Immeuble
Immeuble marseillais classé aux Monuments Historiques depuis 1949, témoin d'une architecture bourgeoise méditerranéenne où façades ordonnancées et ferronneries ouvragées révèlent l'ambition d'une cité portuaire en pleine expansion.
History
Au cœur de Marseille, cette bâtisse inscrite aux Monuments Historiques par arrêté du 6 décembre 1949 incarne l'âme architecturale d'une ville qui n'a jamais cessé de se réinventer. Loin des édifices religieux ou militaires qui monopolisent ordinairement les registres patrimoniaux, c'est ici un immeuble civil qui se voit reconnaître une valeur exceptionnelle, témoignant de la richesse typologique du patrimoine marseillais souvent méconnu du grand public.

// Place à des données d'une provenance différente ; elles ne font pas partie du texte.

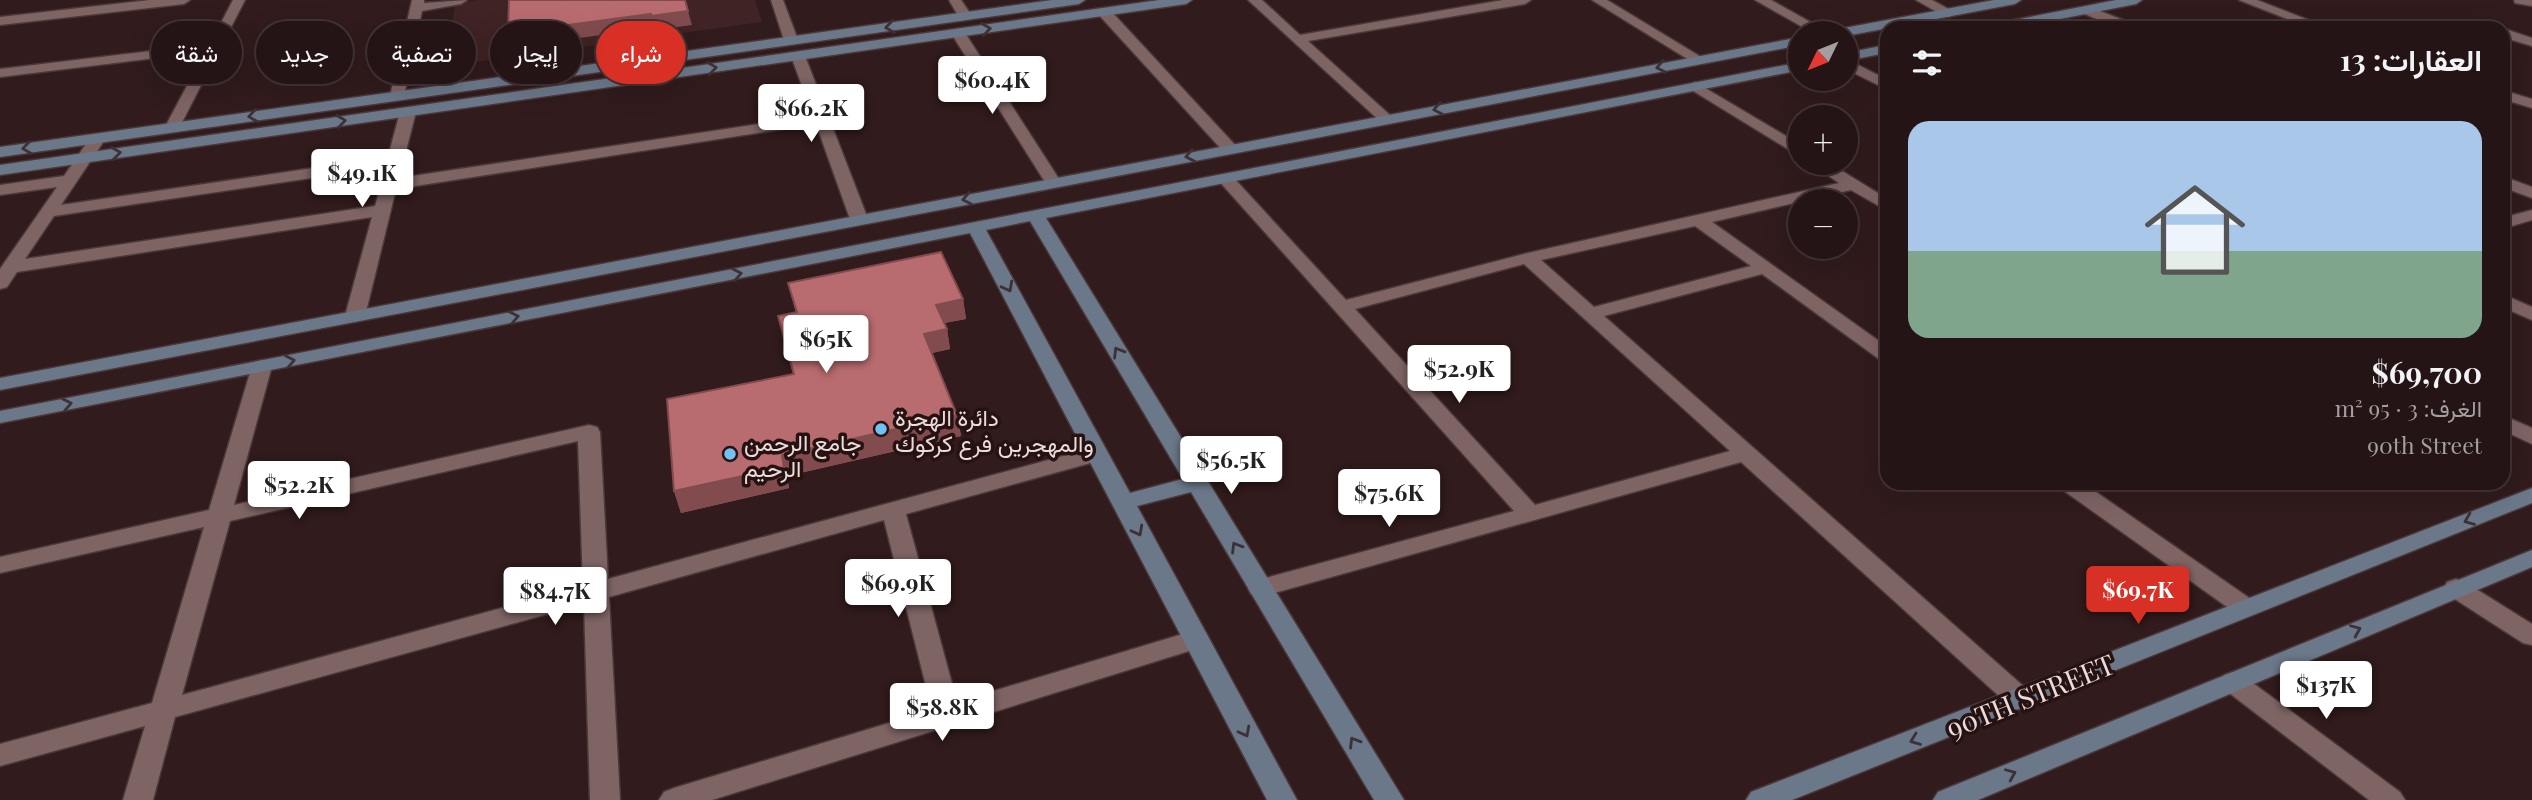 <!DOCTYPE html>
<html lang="ar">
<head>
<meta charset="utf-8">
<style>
  :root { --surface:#251415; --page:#2d1d1e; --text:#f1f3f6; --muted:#a39ea0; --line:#423334; --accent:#d93025 }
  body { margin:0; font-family:"Playfair Display",Vazirmatn,serif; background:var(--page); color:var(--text); direction:rtl; height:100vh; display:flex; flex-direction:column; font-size:26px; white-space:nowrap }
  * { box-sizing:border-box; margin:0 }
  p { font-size:23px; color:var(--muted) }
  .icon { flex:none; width:38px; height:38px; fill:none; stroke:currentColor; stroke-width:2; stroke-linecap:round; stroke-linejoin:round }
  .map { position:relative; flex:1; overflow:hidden; direction:ltr }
  .drawer { position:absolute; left:1880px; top:21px; width:630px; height:469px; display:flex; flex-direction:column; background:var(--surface); border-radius:21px; box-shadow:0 7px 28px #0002,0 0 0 2px var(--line); direction:rtl }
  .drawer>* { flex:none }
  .hud { position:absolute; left:21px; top:21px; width:665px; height:63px; direction:rtl; display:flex; gap:14px }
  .needle { width:46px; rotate:227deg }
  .buttons { position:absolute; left:1788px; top:21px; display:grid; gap:14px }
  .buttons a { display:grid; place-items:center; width:70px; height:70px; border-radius:50%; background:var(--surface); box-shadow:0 7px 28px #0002,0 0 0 2px var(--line); font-size:35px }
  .price { position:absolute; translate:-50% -60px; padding:0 16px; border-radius:7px; background:#fff; color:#222; font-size:23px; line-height:46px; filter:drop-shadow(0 2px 4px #0008) }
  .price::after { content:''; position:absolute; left:50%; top:42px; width:21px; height:16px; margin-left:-10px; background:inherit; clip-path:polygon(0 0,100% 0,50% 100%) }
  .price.active { background:var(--accent); color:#fff }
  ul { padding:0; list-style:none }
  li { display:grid; align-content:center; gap:14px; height:371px; padding:0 28px }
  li+li { border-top:2px solid var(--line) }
  li span { display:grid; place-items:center; height:217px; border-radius:21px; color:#555 }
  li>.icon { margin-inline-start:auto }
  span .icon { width:126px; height:126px; fill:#fffc; stroke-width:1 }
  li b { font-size:30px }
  h2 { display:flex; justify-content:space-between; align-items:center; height:84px; padding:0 28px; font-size:30px }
  .chip { padding:0 24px; border-radius:32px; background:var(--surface); box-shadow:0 7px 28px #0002,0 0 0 2px var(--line); font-size:24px; line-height:63px }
  .chip.active { background:var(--accent); color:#fff }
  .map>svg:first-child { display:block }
  .built { fill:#402324 }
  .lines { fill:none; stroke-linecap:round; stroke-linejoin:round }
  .street-casing { stroke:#4b3839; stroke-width:3 }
  .secondary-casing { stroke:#4b3839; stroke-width:3 }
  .street { fill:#7f6464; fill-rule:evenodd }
  .secondary { fill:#6b788a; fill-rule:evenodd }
  .wall { fill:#9f5d5f }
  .shaded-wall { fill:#824c4e }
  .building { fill:#b96c6f; stroke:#824c4e; stroke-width:2 }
  .oneway { stroke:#3b3136 }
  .poi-dot { fill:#71c1f5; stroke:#271212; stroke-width:2.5 }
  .labels { text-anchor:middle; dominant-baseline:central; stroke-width:7; stroke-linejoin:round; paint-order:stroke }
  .poi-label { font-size:23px; fill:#ebdbdb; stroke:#271212; text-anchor:start }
  .near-street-label { font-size:28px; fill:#ebdbdb; stroke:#271212 }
</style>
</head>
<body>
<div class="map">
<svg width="2532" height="800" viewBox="0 0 2532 800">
  <rect width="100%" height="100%" fill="#311b1c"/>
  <path class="built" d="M477,0H755L762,22L446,66L455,4Z"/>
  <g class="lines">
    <g class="street-casing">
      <path id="street" d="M150,0H190L184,4L0,25V17Z
        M233,0H245L178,130L173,132L165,127L205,52L0,77V69L210,44Z
        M412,0H424V3L467,0L461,4L422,11L404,96L397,100L390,96Z
        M771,0H783L798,40L796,43L791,44L784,40Z
        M949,0H961L972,16L970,19H960Z
        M1248,0H1262L1300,35L1503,0H1531L1525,4L1308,41L1391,116L1394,119L1391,122H1381Z
        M1592,0H1607L1706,60L1699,64L1694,63Z
        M1755,0H1771L1830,33H1813Z
        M1916,0H1932L1956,13L1949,17L1944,16Z
        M2239,0H2257L2329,28H2310Z
        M2514,0H2532V6L2515,3Z
        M2087,6L2136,25L2138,28H2119L2082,13L2081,10Z
        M1104,8L1109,9L1236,146L1238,149L1236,152H1224L1099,15V9Z
        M2502,28L2532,38V46L2502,37Z
        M958,29L965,33L1061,182L1059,186L1053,187L1045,182L951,33Z
        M798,52L805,56L868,219L865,223L859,224L850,219L816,124L396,189L365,316L355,322L345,316L372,217L17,272L7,287L0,289V269L57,187L0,195V185L64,176L92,135H104L106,138L61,205L388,157L400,112L408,107L416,112L399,178L813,116L791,56ZM386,167L375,206L25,259L54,216Z
        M1846,59L1886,79V89L1846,69Z
        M1695,82L1801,145V157L1690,89L1688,86Z
        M2502,90L2532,99V108L2502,99Z
        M1810,163H1829L1886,198V210L1851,190L1712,222L1886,346V361L1879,359L1762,274L1604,316L2030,692L2034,699L2030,706L2020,709L2010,706L1741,462L1260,597L1251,594L1248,588L1251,582L1514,511L1219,181L1217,178L1219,175H1231L1346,300L1528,253L1839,183ZM1695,226L1751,266L1594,307L1541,260ZM1524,264L1730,451L1535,505L1355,309Z
        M2502,176L2532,187V198L2502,187Z
        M2532,210V220L2502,229V218Z
        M2502,294L2532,307V320L2502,307Z
        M262,360L269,362L272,366L234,505L589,425L597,427L600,432L608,579L1089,449H1105L1108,454L1105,459L906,514L957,702L1196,630L1205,632L1209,639L1205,646L712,800H659L664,792L674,788L932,710L884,520L609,597L620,800H590L584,604L175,717L153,800H123L145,726L0,766V744L152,703L204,527L0,573V557L209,510L252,366L255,362ZM578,441L583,586L182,695L230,521Z
        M2502,415L2532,428V444L2502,430Z
        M2057,483H2083L2255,602L2259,608L2255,614L2246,617L2237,614L2060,488Z
        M2456,579L2465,582L2532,624V645L2523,643L2447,594L2444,588L2447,582Z
        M2233,672L2242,675L2400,792L2405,800H2369L2224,689L2220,682L2224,675Z"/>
    </g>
    <g class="secondary-casing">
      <path id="secondary" d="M1052,0H1085L1079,4L0,157V147Z
        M1159,0H1192L1186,4L0,175V165Z
        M1994,0H2021L2015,4L1846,36V33H1832L1839,29Z
        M2116,0H2142L2136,4L2014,28H1987L1994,24Z
        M1801,37V45L0,390V378Z
        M1886,45V53L1846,61V53Z
        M1801,62V70L1046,218L1404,800H1374L1191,492L1137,506L1297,800H1267L970,233L0,423V411ZM1030,221L1183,479L1130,493L986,230Z
        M2532,488V503L1792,800H1746L1751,792Z
        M2532,550V567L1978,800H1933L1938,792Z"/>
    </g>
    <use href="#street" class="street"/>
    <use href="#secondary" class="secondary"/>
  </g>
  <path class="wall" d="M788,283L963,299L966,319L944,323L947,329L950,349L932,353L957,415L961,436L787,476L789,488L681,513L674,491L793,374L778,316L796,313Z"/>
  <path class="shaded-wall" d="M688,11L692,25L655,30L654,28L512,47L508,33L651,14Z
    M963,299L966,319L939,324L936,305Z
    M947,329L950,349L927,354L924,334Z
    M957,415L961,436L787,476L789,488L681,513L674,491L782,455Z"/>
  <path class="building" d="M509,0H685L688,11L651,16V14L508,33Z
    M941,252L963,299L936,305L947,329L924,334L957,415L782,455L784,467L674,491L667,399L794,374L778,316L797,312L788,283Z"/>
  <defs><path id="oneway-chevron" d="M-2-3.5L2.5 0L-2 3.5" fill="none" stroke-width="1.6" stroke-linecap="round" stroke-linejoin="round" transform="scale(1.75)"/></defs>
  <g class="oneway">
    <use href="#oneway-chevron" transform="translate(890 27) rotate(172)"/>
    <use href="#oneway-chevron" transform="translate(986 29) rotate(-8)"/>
    <use href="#oneway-chevron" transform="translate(1661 67) rotate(169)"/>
    <use href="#oneway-chevron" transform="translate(712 68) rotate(-8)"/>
    <use href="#oneway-chevron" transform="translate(1438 109) rotate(169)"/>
    <use href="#oneway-chevron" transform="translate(253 116) rotate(172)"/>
    <use href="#oneway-chevron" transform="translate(341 121) rotate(-8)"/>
    <use href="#oneway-chevron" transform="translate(27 148) rotate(172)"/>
    <use href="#oneway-chevron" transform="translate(116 153) rotate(-8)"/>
    <use href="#oneway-chevron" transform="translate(1190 156) rotate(169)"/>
    <use href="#oneway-chevron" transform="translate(967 199) rotate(169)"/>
    <use href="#oneway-chevron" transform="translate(737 274) rotate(-11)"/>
    <use href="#oneway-chevron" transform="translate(1008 287) rotate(62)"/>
    <use href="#oneway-chevron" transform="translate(514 317) rotate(-11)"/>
    <use href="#oneway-chevron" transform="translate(1118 352) rotate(-121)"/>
    <use href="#oneway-chevron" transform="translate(290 361) rotate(-11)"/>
    <use href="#oneway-chevron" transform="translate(67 404) rotate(-11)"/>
    <use href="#oneway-chevron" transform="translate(2469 520) rotate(158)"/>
    <use href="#oneway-chevron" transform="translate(1138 531) rotate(62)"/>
    <use href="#oneway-chevron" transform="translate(1236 547) rotate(-121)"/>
    <use href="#oneway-chevron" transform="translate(2356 630) rotate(-23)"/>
    <use href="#oneway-chevron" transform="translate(1245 732) rotate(62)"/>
    <use href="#oneway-chevron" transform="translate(1915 740) rotate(159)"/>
    <use href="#oneway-chevron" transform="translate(1354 742) rotate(-121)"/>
    <use href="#oneway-chevron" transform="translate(2011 774) rotate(-23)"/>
  </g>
  <g class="poi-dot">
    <circle cx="881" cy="429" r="7"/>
    <circle cx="730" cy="454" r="7"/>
  </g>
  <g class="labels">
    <g class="poi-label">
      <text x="895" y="416">دائرة الهجرة<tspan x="895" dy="26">والمهجرين فرع كركوك</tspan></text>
      <text x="744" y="441">جامع الرحمن<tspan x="744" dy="26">الرحيم</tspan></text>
    </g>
    <g class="near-street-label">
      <text transform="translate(2030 695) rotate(-22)">90TH STREET</text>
    </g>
  </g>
</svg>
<div class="buttons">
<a><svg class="needle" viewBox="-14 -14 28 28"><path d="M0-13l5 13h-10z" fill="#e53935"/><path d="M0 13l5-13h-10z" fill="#a39ea0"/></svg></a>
<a>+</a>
<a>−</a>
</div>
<b class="price" style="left:992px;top:116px">$60.4K</b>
<b class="price" style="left:811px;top:144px">$66.2K</b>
<b class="price" style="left:362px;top:209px">$49.1K</b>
<b class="price" style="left:826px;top:375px">$65K</b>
<b class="price" style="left:1459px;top:405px">$52.9K</b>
<b class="price" style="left:1231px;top:496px">$56.5K</b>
<b class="price" style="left:299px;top:521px">$52.2K</b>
<b class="price" style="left:1389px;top:529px">$75.6K</b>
<b class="price" style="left:898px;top:619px">$69.9K</b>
<b class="price active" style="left:2138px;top:626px">$69.7K</b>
<b class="price" style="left:555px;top:627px">$84.7K</b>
<b class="price" style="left:2326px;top:721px">$137K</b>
<b class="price" style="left:942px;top:743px">$58.8K</b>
<div class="hud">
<a class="chip active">شراء</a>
<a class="chip">إيجار</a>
<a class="chip">تصفية</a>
<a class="chip">جديد</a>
<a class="chip">شقة</a>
</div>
<section class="drawer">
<h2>العقارات: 13<svg class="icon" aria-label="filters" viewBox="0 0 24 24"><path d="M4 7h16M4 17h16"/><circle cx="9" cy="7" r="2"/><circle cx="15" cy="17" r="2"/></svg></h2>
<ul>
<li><span style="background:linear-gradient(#a9c7e8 60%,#7fa58c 0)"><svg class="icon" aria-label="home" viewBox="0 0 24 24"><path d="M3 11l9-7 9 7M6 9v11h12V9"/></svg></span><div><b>$69,700</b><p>الغرف: 3 · 95 m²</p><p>90th Street</p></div></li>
</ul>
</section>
</div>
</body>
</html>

Montée dans la pierre calcaire blanche caractéristique de la région, la construction reflète les codes esthétiques de la grande bourgeoisie négociante qui fit la fortune de Marseille. Les façades ordonnancées, rythmées par des rangées de fenêtres à meneaux ou à encadrements moulurés selon les étages, offrent ce mélange de rigueur et de générosité décorative propre à l'architecture civile provençale de haut rang. Ferronneries sinueuses des balcons, corniches profilées et portail monumental contribuent à former une composition urbaine d'une remarquable cohérence. Visiter cet immeuble, c'est remonter le fil d'une Marseille que les guides touristiques oublient trop souvent : celle des commerçants enrichis par le commerce méditerranéen, des armateurs qui bâtissaient en pierre comme on hisse pavillon — pour durer et pour en imposer. La qualité d'exécution des détails architecturaux, visible jusque dans les moindres éléments de modénature, trahit l'intervention de maîtres d'œuvre au fait des grands courants esthétiques de leur époque. Le cadre urbain dans lequel s'insère l'édifice amplifie son intérêt : les rues et places alentour conservent en partie leur tissu ancien, permettant d'appréhender la logique de composition qui présidait à l'urbanisme marseillais avant les grands travaux haussmanniens ou ceux du XXe siècle. Un arrêt attentif devant cette façade est une leçon d'histoire en plein air, disponible à tout heure pour le promeneur curieux.
Architecture
L'immeuble présente une architecture typique de la production civile de qualité à Marseille, combinant les apports du classicisme français à une sensibilité méditerranéenne affirmée. La façade, élevée sur plusieurs niveaux, adopte une composition verticale strictement ordonnancée : travées régulières scandées par des pilastres ou des chaînes d'angle en pierre de taille, appuis de fenêtres saillants, corniches intermédiaires marquant la hiérarchie des étages. Le rez-de-chaussée, traité en bossage rustique, assure une transition robuste entre le sol et les étages nobles, selon un schéma largement répandu dans l'architecture civile baroque et classique du Midi. Les matériaux mobilisés sont ceux de la tradition constructive provençale : la pierre calcaire locale, blanche ou légèrement dorée selon l'ensoleillement, fournit l'essentiel de la maçonnerie et de la décoration sculptée. Les ferronneries des balcons, dont les volutes et entrelacs témoignent du savoir-faire des forges marseillaises, apportent une note de légèreté ornementale qui contraste agréablement avec la minéralité de la façade. La toiture, à faible pente selon l'usage méridional, s'efface derrière un acrotère ou une balustrade terminale qui achève de donner à l'ensemble sa silhouette urbaine caractéristique. À l'intérieur, la distribution s'organise autour d'une cage d'escalier monumentale, véritable pièce maîtresse de ces immeubles bourgeois : rampes en fer forgé, voûtes en berceau ou en croisée d'ogives selon l'étage, sols en tommettes provençales ou en carreaux de marbre participent à une mise en scène de la respectabilité sociale. Les appartements, spacieux et bien éclairés par de grandes fenêtres, conservent probablement des lambris, des cheminées à manteau sculpté et des plafonds à la française qui achèveraient de révéler la qualité d'origine de cette demeure.